## Task item
Make an exact copy of the records, leaving out the images.
━━━ Record extracts ━━━
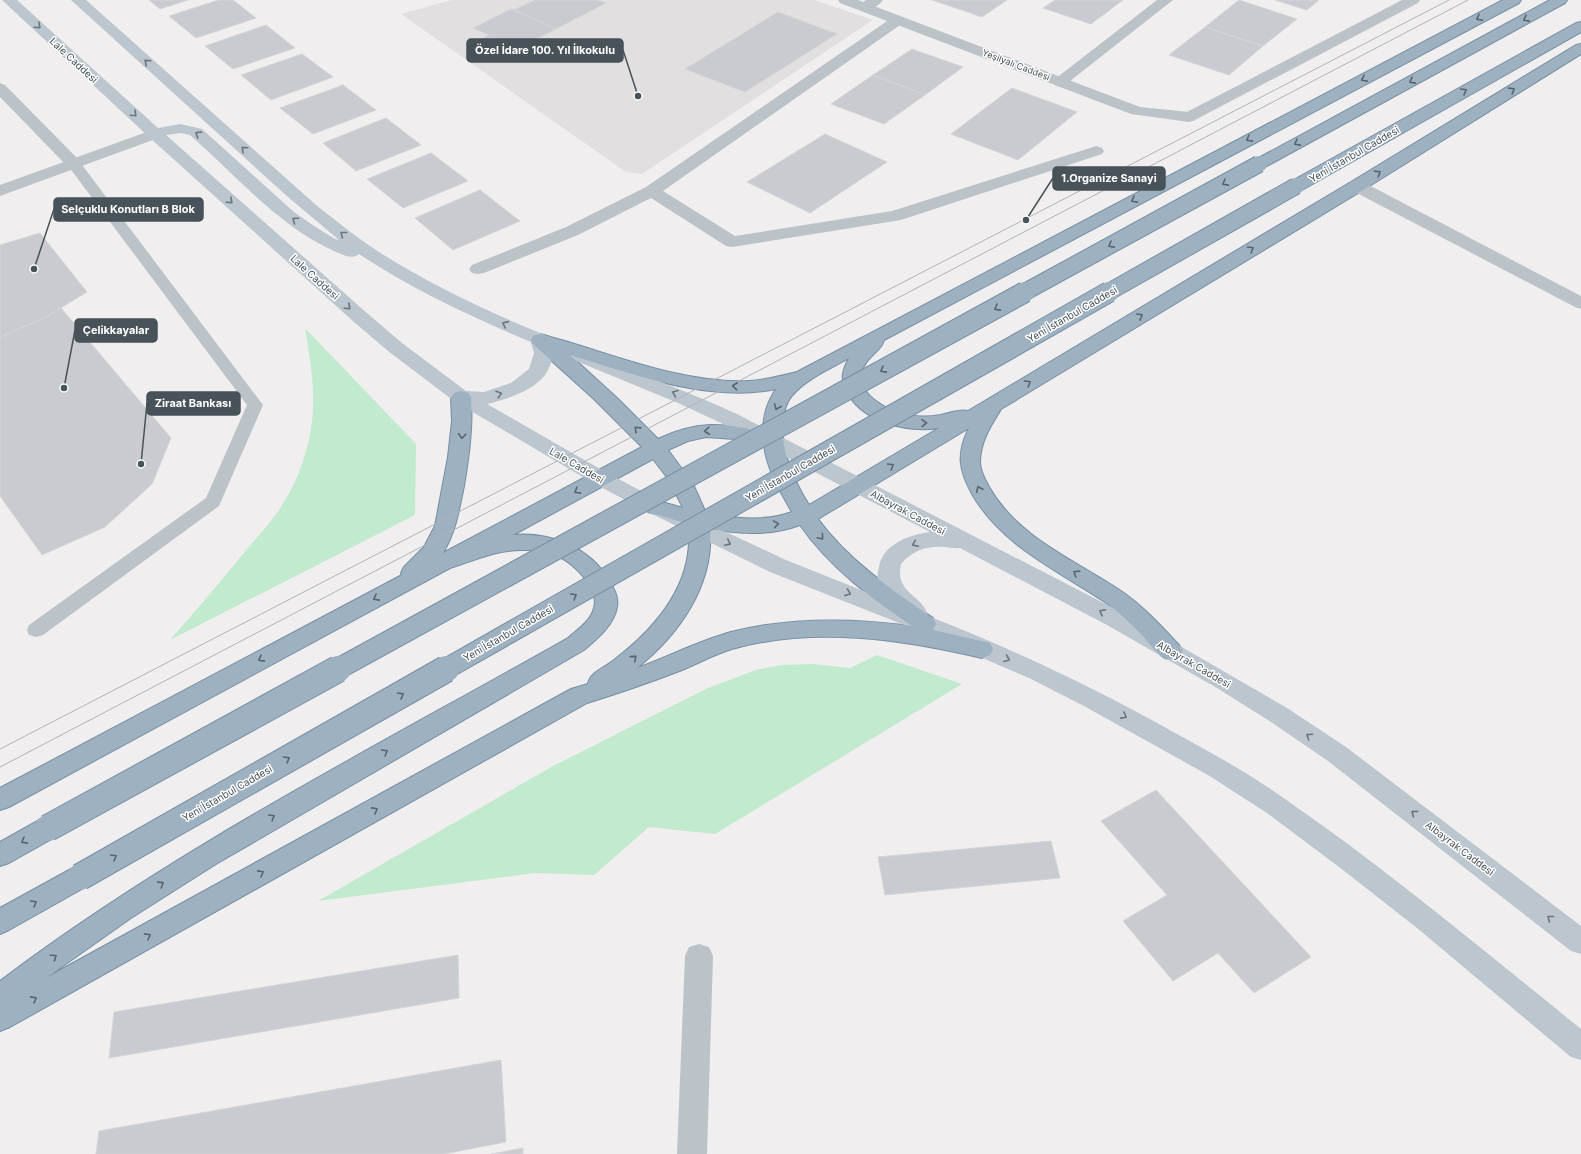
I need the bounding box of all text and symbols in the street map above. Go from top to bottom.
one-way arrow [1476,13,1483,21]
one-way arrow [1523,15,1530,22]
one-way arrow [33,22,41,29]
street label: Lale Caddesi [48,35,100,85]
callout: Özel İdare 100. Yıl İlkokulu [467,39,623,62]
text: Özel İdare 100. Yıl İlkokulu [475,43,615,57]
street label: Yeşilyalı Caddesi [981,47,1052,82]
one-way arrow [144,60,152,67]
one-way arrow [1361,74,1368,82]
one-way arrow [1408,77,1416,84]
one-way arrow [1460,88,1467,95]
one-way arrow [1508,88,1515,95]
one-way arrow [129,109,136,116]
street label: Yeni İstanbul Caddesi [1306,122,1401,185]
one-way arrow [195,132,202,139]
one-way arrow [1246,135,1253,142]
one-way arrow [1294,138,1301,146]
one-way arrow [241,146,249,154]
callout: 1.Organize Sanayi [1053,167,1165,190]
one-way arrow [1374,170,1381,178]
text: 1.Organize Sanayi [1061,171,1157,185]
one-way arrow [1222,178,1229,185]
one-way arrow [1131,195,1138,203]
one-way arrow [225,197,233,204]
callout: Selçuklu Konutları B Blok [54,198,203,221]
text: Selçuklu Konutları B Blok [61,202,195,216]
one-way arrow [293,218,300,225]
one-way arrow [340,231,347,238]
one-way arrow [1108,240,1115,248]
one-way arrow [1247,246,1254,253]
street label: Lale Caddesi [288,252,342,302]
street label: Yeni İstanbul Caddesi [1024,282,1119,345]
one-way arrow [343,302,351,309]
one-way arrow [994,303,1001,310]
one-way arrow [1136,313,1143,320]
callout: Çelikkayalar [75,319,157,342]
one-way arrow [501,321,509,329]
text: Çelikkayalar [83,323,150,337]
one-way arrow [880,365,887,373]
one-way arrow [1024,380,1031,388]
one-way arrow [732,382,738,391]
one-way arrow [496,390,503,398]
one-way arrow [671,390,679,398]
callout: Ziraat Bankası [147,392,240,415]
text: Ziraat Bankası [155,396,231,410]
one-way arrow [774,403,782,410]
one-way arrow [921,418,927,427]
one-way arrow [704,426,710,435]
one-way arrow [634,427,642,434]
one-way arrow [457,433,466,439]
street label: Yeni İstanbul Caddesi [742,441,837,504]
street label: Lale Caddesi [548,445,606,485]
one-way arrow [887,463,894,470]
one-way arrow [574,486,581,493]
one-way arrow [976,486,984,494]
street label: Albayrak Caddesi [869,487,947,537]
one-way arrow [773,520,779,529]
one-way arrow [817,532,824,539]
one-way arrow [724,538,732,545]
one-way arrow [912,539,919,546]
one-way arrow [1073,570,1080,578]
one-way arrow [844,589,851,597]
one-way arrow [373,593,380,600]
one-way arrow [570,593,578,600]
street label: Yeni İstanbul Caddesi [460,601,555,664]
one-way arrow [1099,609,1106,617]
street label: Albayrak Caddesi [1155,638,1233,690]
one-way arrow [1002,654,1010,662]
one-way arrow [258,655,266,662]
one-way arrow [629,655,636,662]
one-way arrow [396,692,404,699]
one-way arrow [1119,711,1127,719]
one-way arrow [1307,734,1314,741]
one-way arrow [381,750,389,757]
one-way arrow [283,756,291,763]
street label: Yeni İstanbul Caddesi [179,761,274,824]
one-way arrow [371,807,378,814]
one-way arrow [1411,811,1418,818]
one-way arrow [268,814,275,821]
street label: Albayrak Caddesi [1423,818,1497,878]
one-way arrow [21,837,28,844]
one-way arrow [109,855,117,862]
one-way arrow [257,870,264,878]
one-way arrow [157,881,164,889]
one-way arrow [30,900,37,907]
one-way arrow [1548,916,1555,923]
one-way arrow [144,934,151,941]
one-way arrow [49,955,56,962]
one-way arrow [30,997,37,1004]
━━━
## Output
I need the bounding box of all text and symbols in the street map above. Go from top to bottom.
one-way arrow [1476,13,1483,21]
one-way arrow [1523,15,1530,22]
one-way arrow [33,22,41,29]
street label: Lale Caddesi [48,35,100,85]
callout: Özel İdare 100. Yıl İlkokulu [467,39,623,62]
text: Özel İdare 100. Yıl İlkokulu [475,43,615,57]
street label: Yeşilyalı Caddesi [981,47,1052,82]
one-way arrow [144,60,152,67]
one-way arrow [1361,74,1368,82]
one-way arrow [1408,77,1416,84]
one-way arrow [1460,88,1467,95]
one-way arrow [1508,88,1515,95]
one-way arrow [129,109,136,116]
street label: Yeni İstanbul Caddesi [1306,122,1401,185]
one-way arrow [195,132,202,139]
one-way arrow [1246,135,1253,142]
one-way arrow [1294,138,1301,146]
one-way arrow [241,146,249,154]
callout: 1.Organize Sanayi [1053,167,1165,190]
one-way arrow [1374,170,1381,178]
text: 1.Organize Sanayi [1061,171,1157,185]
one-way arrow [1222,178,1229,185]
one-way arrow [1131,195,1138,203]
one-way arrow [225,197,233,204]
callout: Selçuklu Konutları B Blok [54,198,203,221]
text: Selçuklu Konutları B Blok [61,202,195,216]
one-way arrow [293,218,300,225]
one-way arrow [340,231,347,238]
one-way arrow [1108,240,1115,248]
one-way arrow [1247,246,1254,253]
street label: Lale Caddesi [288,252,342,302]
street label: Yeni İstanbul Caddesi [1024,282,1119,345]
one-way arrow [343,302,351,309]
one-way arrow [994,303,1001,310]
one-way arrow [1136,313,1143,320]
callout: Çelikkayalar [75,319,157,342]
one-way arrow [501,321,509,329]
text: Çelikkayalar [83,323,150,337]
one-way arrow [880,365,887,373]
one-way arrow [1024,380,1031,388]
one-way arrow [732,382,738,391]
one-way arrow [496,390,503,398]
one-way arrow [671,390,679,398]
callout: Ziraat Bankası [147,392,240,415]
text: Ziraat Bankası [155,396,231,410]
one-way arrow [774,403,782,410]
one-way arrow [921,418,927,427]
one-way arrow [704,426,710,435]
one-way arrow [634,427,642,434]
one-way arrow [457,433,466,439]
street label: Yeni İstanbul Caddesi [742,441,837,504]
street label: Lale Caddesi [548,445,606,485]
one-way arrow [887,463,894,470]
one-way arrow [574,486,581,493]
one-way arrow [976,486,984,494]
street label: Albayrak Caddesi [869,487,947,537]
one-way arrow [773,520,779,529]
one-way arrow [817,532,824,539]
one-way arrow [724,538,732,545]
one-way arrow [912,539,919,546]
one-way arrow [1073,570,1080,578]
one-way arrow [844,589,851,597]
one-way arrow [373,593,380,600]
one-way arrow [570,593,578,600]
street label: Yeni İstanbul Caddesi [460,601,555,664]
one-way arrow [1099,609,1106,617]
street label: Albayrak Caddesi [1155,638,1233,690]
one-way arrow [1002,654,1010,662]
one-way arrow [258,655,266,662]
one-way arrow [629,655,636,662]
one-way arrow [396,692,404,699]
one-way arrow [1119,711,1127,719]
one-way arrow [1307,734,1314,741]
one-way arrow [381,750,389,757]
one-way arrow [283,756,291,763]
street label: Yeni İstanbul Caddesi [179,761,274,824]
one-way arrow [371,807,378,814]
one-way arrow [1411,811,1418,818]
one-way arrow [268,814,275,821]
street label: Albayrak Caddesi [1423,818,1497,878]
one-way arrow [21,837,28,844]
one-way arrow [109,855,117,862]
one-way arrow [257,870,264,878]
one-way arrow [157,881,164,889]
one-way arrow [30,900,37,907]
one-way arrow [1548,916,1555,923]
one-way arrow [144,934,151,941]
one-way arrow [49,955,56,962]
one-way arrow [30,997,37,1004]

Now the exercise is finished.